Copy out every line of the data where the word "shadow" is found.

Stored data:
----------

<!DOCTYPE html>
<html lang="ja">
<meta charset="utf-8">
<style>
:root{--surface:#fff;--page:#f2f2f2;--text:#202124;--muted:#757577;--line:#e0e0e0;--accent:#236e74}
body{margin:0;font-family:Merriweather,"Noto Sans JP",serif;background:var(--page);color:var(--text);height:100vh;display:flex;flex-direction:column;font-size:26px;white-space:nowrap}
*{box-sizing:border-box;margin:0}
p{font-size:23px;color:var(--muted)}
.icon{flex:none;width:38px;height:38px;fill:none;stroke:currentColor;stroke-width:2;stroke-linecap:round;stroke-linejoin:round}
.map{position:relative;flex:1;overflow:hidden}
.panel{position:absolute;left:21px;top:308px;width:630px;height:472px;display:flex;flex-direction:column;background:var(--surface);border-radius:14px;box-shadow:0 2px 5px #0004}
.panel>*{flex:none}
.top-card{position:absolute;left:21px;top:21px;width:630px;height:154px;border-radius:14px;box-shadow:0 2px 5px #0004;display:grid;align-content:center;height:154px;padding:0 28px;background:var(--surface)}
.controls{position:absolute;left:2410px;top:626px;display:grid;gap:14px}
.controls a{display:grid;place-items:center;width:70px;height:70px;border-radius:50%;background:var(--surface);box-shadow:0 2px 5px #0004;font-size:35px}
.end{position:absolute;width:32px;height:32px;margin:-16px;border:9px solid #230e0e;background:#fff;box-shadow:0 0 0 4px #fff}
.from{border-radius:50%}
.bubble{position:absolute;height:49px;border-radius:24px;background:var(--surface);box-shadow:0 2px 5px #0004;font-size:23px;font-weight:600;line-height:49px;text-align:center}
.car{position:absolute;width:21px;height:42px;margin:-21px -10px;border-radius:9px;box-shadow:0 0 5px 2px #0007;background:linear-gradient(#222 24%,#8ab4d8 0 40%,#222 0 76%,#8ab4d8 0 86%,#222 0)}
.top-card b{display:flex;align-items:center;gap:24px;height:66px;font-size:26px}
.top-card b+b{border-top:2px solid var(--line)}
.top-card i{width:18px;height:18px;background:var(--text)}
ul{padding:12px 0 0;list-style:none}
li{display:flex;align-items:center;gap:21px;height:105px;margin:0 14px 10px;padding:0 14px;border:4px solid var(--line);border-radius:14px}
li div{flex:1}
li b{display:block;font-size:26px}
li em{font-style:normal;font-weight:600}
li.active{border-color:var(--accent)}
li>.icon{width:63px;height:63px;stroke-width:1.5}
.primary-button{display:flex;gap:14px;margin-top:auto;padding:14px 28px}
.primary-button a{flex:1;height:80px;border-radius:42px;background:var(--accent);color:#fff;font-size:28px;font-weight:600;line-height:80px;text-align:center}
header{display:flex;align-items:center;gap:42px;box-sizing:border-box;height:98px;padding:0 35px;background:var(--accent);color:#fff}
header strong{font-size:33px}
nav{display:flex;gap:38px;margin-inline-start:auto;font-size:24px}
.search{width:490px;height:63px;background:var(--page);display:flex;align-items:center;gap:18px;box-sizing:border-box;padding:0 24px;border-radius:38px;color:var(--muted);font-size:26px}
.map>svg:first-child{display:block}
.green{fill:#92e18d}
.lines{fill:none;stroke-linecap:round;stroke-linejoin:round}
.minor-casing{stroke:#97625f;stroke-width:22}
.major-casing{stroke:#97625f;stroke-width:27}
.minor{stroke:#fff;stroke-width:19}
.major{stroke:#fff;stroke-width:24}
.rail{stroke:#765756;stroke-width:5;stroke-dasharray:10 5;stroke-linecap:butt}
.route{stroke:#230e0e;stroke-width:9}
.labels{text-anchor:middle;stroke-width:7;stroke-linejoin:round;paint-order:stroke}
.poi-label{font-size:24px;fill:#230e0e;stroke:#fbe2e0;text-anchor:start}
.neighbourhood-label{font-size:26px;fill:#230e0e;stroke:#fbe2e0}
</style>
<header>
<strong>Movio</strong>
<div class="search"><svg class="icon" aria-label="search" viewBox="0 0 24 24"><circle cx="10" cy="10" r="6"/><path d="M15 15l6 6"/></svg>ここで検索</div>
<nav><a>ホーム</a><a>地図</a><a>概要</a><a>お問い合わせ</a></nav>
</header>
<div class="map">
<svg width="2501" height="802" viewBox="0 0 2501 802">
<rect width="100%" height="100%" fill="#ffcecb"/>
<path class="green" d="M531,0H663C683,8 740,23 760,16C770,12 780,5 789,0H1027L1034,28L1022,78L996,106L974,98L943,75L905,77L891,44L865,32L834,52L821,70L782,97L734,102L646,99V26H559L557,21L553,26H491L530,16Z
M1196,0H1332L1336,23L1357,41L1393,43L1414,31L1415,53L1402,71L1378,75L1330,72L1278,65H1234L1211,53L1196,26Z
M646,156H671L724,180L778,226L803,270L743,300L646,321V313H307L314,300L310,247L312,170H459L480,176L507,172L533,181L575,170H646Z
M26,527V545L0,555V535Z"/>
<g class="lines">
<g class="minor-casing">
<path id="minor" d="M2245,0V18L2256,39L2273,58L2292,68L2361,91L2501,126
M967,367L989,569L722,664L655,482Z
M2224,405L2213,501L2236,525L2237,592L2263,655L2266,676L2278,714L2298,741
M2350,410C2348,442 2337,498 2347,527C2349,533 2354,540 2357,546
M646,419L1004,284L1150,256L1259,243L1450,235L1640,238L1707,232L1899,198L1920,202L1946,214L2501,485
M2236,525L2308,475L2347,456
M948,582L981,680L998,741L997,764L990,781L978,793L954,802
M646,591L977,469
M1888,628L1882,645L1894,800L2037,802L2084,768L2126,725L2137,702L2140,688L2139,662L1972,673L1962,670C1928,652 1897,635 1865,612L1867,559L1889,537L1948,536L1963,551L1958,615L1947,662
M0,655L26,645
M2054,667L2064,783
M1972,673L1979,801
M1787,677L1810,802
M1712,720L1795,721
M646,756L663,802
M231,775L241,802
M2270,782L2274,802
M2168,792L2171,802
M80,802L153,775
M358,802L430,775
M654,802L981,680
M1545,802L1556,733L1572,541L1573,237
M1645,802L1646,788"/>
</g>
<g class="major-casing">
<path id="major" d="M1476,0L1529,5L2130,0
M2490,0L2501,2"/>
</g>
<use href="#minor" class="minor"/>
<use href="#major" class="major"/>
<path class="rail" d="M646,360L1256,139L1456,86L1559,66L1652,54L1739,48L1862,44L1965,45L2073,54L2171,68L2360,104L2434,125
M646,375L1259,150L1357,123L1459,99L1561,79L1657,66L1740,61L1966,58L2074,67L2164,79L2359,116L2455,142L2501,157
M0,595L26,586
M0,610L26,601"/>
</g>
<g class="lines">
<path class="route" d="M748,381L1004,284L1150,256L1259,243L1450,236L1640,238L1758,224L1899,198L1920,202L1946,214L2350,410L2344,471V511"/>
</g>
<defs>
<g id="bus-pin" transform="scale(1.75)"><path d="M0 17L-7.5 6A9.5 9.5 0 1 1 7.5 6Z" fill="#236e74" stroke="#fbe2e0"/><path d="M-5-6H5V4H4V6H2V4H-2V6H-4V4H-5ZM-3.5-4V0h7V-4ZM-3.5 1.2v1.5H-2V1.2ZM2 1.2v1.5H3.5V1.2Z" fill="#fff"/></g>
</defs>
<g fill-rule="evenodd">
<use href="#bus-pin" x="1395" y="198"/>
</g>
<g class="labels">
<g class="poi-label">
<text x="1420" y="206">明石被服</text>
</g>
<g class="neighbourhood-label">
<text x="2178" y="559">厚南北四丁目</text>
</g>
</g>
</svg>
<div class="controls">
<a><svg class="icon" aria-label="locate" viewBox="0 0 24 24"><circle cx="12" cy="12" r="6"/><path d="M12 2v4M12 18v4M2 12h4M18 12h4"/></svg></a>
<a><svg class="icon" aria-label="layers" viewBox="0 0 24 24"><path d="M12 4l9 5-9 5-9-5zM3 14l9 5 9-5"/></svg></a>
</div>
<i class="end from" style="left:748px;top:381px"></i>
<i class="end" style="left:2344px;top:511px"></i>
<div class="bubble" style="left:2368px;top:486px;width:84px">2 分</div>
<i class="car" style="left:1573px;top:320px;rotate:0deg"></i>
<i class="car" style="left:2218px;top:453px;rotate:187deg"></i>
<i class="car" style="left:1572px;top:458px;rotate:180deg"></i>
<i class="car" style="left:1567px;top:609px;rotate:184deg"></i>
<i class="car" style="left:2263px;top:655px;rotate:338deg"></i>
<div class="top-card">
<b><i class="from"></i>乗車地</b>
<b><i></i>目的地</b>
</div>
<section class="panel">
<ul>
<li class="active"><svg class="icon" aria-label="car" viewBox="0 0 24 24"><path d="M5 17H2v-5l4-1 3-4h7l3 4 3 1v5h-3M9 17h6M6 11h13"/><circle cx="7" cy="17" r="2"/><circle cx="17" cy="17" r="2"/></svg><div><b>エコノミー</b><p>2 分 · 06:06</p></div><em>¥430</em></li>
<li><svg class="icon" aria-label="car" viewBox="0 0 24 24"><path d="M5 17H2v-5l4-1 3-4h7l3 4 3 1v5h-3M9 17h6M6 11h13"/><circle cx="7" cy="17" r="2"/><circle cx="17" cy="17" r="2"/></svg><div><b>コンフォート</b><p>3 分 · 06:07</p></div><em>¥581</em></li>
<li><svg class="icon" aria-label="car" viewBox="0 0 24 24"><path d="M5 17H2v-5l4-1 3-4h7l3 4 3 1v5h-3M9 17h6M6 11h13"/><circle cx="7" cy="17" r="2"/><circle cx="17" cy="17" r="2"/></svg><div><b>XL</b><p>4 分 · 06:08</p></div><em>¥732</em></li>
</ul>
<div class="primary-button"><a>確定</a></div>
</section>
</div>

----------

RESPONSE →
.panel{position:absolute;left:21px;top:308px;width:630px;height:472px;display:flex;flex-direction:column;background:var(--surface);border-radius:14px;box-shadow:0 2px 5px #0004}
.top-card{position:absolute;left:21px;top:21px;width:630px;height:154px;border-radius:14px;box-shadow:0 2px 5px #0004;display:grid;align-content:center;height:154px;padding:0 28px;background:var(--surface)}
.controls a{display:grid;place-items:center;width:70px;height:70px;border-radius:50%;background:var(--surface);box-shadow:0 2px 5px #0004;font-size:35px}
.end{position:absolute;width:32px;height:32px;margin:-16px;border:9px solid #230e0e;background:#fff;box-shadow:0 0 0 4px #fff}
.bubble{position:absolute;height:49px;border-radius:24px;background:var(--surface);box-shadow:0 2px 5px #0004;font-size:23px;font-weight:600;line-height:49px;text-align:center}
.car{position:absolute;width:21px;height:42px;margin:-21px -10px;border-radius:9px;box-shadow:0 0 5px 2px #0007;background:linear-gradient(#222 24%,#8ab4d8 0 40%,#222 0 76%,#8ab4d8 0 86%,#222 0)}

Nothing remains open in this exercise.